▶ _ACTIVITY_
Would you reproduce each of the records below precisely, with the pictures left out?

[Items listed in a dataset]

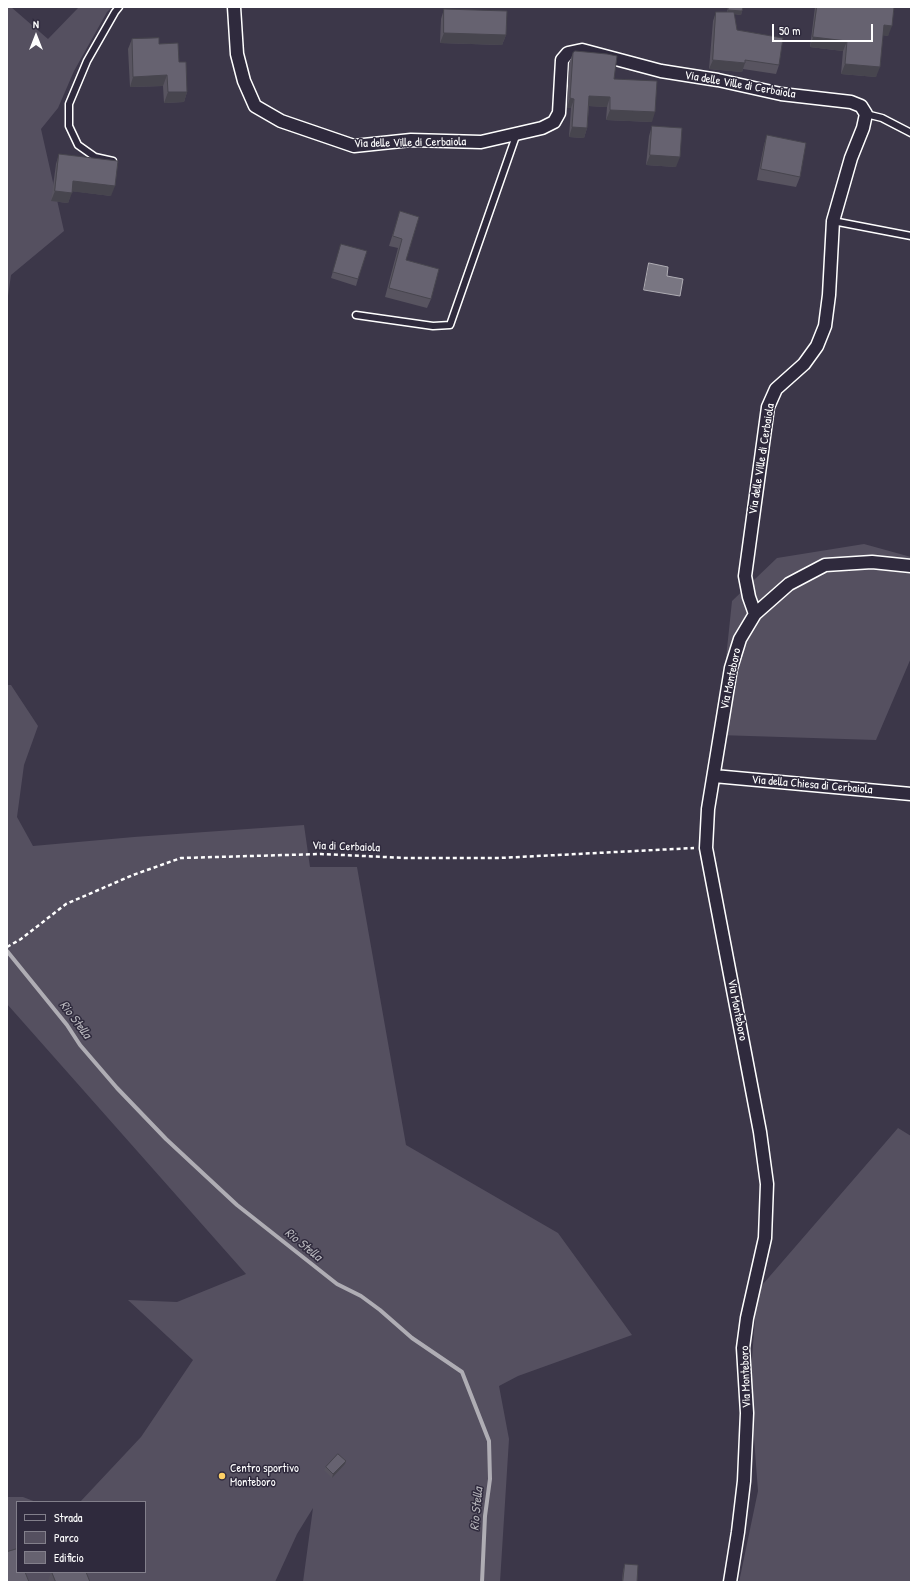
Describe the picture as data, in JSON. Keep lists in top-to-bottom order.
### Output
{
  "streets": {
    "street": ["Via delle Ville di Cerbaiola", "Via Monteboro", "Via della Chiesa di Cerbaiola"],
    "path": ["Via di Cerbaiola"]
  },
  "crossings": [
    ["Via delle Ville di Cerbaiola", "Via Monteboro"],
    ["Via Monteboro", "Via della Chiesa di Cerbaiola"],
    ["Via Monteboro", "Via di Cerbaiola"]
  ],
  "water": ["Rio Stella"],
  "places": ["Centro sportivo Monteboro"],
  "legend": ["Strada", "Parco", "Edificio"],
  "scale_bar": "50 m",
  "north": "top"
}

▶ _EXERCISE RESPONSE_
Describe the picture as data, in JSON. Keep lists in top-to-bottom order.
### Output
{
  "streets": {
    "street": ["Via delle Ville di Cerbaiola", "Via Monteboro", "Via della Chiesa di Cerbaiola"],
    "path": ["Via di Cerbaiola"]
  },
  "crossings": [
    ["Via delle Ville di Cerbaiola", "Via Monteboro"],
    ["Via Monteboro", "Via della Chiesa di Cerbaiola"],
    ["Via Monteboro", "Via di Cerbaiola"]
  ],
  "water": ["Rio Stella"],
  "places": ["Centro sportivo Monteboro"],
  "legend": ["Strada", "Parco", "Edificio"],
  "scale_bar": "50 m",
  "north": "top"
}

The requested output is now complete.